## WHAT YOU HAVE TO DO:
Every line with the word "lineWidth" in it should be extracted from the data that follows.

── RECORDS FOR THIS TASK ──

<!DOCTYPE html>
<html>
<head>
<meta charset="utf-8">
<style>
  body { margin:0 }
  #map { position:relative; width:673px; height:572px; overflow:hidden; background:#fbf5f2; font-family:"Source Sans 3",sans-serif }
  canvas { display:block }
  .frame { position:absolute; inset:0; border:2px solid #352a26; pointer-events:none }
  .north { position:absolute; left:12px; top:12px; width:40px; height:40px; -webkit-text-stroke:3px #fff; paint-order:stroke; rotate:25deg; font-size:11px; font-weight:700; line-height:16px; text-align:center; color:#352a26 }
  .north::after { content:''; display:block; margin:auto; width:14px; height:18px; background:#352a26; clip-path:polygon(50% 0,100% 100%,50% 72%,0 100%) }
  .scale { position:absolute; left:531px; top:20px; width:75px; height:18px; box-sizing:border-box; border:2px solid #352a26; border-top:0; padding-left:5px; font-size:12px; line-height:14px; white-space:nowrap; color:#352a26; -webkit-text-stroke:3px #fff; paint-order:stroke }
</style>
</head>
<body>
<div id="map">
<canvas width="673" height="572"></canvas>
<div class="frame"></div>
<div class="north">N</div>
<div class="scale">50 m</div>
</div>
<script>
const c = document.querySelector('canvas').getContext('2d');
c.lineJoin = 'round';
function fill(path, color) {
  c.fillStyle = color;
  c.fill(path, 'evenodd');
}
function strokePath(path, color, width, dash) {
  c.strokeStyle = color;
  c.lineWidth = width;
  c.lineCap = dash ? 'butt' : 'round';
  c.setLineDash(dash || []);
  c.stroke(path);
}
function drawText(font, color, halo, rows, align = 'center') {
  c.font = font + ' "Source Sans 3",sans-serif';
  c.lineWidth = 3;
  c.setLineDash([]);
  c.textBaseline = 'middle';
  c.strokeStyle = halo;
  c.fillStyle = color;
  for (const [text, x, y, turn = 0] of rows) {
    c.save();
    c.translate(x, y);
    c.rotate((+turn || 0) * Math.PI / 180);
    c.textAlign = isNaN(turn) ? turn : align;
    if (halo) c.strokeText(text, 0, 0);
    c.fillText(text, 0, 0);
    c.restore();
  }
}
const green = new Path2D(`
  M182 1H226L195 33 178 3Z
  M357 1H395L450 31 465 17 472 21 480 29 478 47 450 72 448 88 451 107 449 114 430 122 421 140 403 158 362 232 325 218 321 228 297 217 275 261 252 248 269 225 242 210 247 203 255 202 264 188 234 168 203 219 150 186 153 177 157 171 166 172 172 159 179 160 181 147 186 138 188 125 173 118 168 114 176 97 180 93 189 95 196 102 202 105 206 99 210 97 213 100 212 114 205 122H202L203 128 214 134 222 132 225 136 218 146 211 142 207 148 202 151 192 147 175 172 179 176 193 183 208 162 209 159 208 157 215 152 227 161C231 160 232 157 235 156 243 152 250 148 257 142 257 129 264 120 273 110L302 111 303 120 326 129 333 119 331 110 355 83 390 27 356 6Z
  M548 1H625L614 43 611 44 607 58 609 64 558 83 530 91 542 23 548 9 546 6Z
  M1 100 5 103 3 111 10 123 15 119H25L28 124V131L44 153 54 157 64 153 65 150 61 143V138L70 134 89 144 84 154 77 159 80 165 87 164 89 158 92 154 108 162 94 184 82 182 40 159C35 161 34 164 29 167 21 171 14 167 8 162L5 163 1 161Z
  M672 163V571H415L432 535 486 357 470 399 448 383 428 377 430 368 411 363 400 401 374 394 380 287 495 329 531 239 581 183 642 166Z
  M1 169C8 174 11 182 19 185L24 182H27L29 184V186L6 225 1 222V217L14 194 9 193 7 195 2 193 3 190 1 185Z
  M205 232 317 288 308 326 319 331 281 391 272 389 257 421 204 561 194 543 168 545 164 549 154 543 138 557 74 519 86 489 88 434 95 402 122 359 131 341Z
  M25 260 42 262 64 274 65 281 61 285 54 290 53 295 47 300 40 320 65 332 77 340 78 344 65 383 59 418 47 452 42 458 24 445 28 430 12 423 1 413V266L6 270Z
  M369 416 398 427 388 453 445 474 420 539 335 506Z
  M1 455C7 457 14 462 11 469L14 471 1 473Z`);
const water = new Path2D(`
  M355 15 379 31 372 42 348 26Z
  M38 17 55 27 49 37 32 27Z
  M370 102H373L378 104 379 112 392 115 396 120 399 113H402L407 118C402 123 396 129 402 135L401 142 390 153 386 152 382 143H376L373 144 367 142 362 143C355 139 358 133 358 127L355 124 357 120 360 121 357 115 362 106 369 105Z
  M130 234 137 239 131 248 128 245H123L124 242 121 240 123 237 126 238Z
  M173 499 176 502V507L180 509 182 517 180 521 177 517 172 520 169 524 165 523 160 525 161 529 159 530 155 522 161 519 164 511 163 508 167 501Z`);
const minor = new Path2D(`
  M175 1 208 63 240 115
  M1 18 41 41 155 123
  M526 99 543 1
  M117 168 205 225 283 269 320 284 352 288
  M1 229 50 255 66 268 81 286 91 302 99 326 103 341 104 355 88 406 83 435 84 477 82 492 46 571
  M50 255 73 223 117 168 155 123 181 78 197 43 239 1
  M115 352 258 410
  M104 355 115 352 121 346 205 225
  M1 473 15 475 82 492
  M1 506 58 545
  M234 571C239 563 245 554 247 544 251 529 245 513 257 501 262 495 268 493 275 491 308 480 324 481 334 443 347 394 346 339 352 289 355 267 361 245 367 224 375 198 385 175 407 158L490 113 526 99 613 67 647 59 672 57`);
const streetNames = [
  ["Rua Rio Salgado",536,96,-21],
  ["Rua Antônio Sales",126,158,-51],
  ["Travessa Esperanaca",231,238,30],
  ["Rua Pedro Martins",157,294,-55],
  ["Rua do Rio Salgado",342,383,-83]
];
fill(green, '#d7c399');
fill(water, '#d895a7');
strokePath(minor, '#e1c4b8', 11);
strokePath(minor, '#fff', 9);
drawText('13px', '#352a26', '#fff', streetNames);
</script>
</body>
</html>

───
── RECORDS FOR THIS TASK ──

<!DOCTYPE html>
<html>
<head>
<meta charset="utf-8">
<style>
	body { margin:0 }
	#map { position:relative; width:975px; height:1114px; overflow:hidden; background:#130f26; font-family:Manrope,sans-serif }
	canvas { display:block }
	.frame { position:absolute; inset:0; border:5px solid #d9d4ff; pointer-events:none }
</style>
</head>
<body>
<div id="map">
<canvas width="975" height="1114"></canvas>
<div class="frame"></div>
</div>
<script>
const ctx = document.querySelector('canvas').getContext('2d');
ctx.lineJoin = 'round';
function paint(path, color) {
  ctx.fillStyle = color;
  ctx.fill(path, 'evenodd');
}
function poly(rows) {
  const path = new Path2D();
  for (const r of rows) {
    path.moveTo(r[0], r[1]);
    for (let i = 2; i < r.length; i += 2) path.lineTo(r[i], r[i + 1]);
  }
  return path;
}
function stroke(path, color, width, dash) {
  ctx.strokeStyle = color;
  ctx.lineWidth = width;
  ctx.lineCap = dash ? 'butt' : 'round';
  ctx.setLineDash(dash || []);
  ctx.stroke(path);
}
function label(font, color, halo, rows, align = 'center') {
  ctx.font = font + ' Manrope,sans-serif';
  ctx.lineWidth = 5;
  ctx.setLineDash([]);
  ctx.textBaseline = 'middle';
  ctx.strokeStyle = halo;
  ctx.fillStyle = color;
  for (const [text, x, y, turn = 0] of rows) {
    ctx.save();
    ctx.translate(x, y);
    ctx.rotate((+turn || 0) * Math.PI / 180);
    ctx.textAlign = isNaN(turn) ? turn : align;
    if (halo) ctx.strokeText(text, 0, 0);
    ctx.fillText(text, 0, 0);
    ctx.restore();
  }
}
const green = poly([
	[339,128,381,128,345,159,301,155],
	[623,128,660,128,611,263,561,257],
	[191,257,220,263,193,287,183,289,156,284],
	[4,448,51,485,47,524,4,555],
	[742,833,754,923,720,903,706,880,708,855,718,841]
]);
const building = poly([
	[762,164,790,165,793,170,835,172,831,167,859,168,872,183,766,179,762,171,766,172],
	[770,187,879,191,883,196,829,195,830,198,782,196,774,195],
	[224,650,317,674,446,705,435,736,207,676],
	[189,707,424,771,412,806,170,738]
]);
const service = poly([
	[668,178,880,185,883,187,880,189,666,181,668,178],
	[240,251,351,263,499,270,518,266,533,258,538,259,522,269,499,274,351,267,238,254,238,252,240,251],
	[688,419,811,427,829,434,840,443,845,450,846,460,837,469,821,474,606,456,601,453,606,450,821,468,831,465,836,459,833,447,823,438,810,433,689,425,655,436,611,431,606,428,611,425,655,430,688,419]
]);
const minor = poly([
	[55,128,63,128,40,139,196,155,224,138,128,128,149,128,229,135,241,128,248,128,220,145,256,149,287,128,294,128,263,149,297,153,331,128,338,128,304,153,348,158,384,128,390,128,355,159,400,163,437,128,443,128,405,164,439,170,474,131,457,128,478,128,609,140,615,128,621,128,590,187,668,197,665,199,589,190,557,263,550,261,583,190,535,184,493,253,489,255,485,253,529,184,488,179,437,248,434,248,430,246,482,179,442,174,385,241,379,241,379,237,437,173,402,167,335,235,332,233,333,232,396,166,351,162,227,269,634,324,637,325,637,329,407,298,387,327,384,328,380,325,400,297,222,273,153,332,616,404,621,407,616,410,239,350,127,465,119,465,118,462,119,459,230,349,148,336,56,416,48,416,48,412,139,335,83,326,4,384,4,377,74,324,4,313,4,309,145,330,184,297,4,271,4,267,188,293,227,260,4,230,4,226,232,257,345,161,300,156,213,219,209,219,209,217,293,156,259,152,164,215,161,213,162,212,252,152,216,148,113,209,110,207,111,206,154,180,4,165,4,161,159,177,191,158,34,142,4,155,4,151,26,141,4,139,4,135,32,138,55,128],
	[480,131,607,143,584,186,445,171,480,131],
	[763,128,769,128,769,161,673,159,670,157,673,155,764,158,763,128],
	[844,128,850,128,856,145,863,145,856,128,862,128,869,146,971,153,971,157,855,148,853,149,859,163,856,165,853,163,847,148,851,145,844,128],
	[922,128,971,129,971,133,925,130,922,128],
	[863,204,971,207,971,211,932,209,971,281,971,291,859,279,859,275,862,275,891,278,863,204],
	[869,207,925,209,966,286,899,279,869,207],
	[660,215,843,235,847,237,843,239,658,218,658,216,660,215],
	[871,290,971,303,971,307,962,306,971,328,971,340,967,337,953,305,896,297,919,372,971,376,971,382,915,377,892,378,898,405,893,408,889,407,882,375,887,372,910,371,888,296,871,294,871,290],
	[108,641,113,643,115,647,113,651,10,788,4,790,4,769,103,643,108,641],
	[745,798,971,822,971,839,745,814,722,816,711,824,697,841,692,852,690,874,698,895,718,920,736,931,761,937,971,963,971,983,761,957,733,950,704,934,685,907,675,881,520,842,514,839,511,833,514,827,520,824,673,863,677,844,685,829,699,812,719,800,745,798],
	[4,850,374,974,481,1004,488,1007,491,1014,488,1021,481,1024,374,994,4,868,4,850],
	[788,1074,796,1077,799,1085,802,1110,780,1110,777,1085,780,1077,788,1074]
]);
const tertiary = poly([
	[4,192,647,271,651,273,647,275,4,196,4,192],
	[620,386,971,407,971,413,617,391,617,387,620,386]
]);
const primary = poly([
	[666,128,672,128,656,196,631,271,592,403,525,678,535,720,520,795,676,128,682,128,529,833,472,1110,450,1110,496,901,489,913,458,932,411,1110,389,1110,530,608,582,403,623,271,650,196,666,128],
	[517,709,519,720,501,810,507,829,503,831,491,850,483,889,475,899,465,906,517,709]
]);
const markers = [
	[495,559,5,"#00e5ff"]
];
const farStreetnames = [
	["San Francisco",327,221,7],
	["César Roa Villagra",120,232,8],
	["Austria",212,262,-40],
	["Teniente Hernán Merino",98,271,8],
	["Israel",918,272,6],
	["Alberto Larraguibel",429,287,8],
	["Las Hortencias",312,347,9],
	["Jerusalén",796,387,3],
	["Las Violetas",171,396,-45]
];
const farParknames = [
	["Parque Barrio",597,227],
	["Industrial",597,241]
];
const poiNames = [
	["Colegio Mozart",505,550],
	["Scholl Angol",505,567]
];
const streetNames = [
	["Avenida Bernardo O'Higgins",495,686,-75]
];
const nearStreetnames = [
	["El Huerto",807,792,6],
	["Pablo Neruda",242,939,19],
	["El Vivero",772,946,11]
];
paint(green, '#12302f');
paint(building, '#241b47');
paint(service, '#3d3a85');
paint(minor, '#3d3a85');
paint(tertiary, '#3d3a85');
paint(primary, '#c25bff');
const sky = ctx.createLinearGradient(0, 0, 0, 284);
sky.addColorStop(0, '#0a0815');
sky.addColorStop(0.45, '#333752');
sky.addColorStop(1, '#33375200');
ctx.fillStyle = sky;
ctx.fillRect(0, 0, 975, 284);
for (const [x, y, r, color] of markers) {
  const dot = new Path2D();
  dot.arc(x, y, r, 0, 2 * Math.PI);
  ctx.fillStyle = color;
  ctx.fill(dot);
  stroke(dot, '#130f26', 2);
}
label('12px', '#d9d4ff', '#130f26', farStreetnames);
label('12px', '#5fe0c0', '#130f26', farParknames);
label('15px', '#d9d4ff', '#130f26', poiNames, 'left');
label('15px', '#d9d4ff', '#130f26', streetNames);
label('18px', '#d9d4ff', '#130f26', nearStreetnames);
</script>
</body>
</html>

───

## TASK ANSWER:
  c.lineWidth = width;
  c.lineWidth = 3;
  ctx.lineWidth = width;
  ctx.lineWidth = 5;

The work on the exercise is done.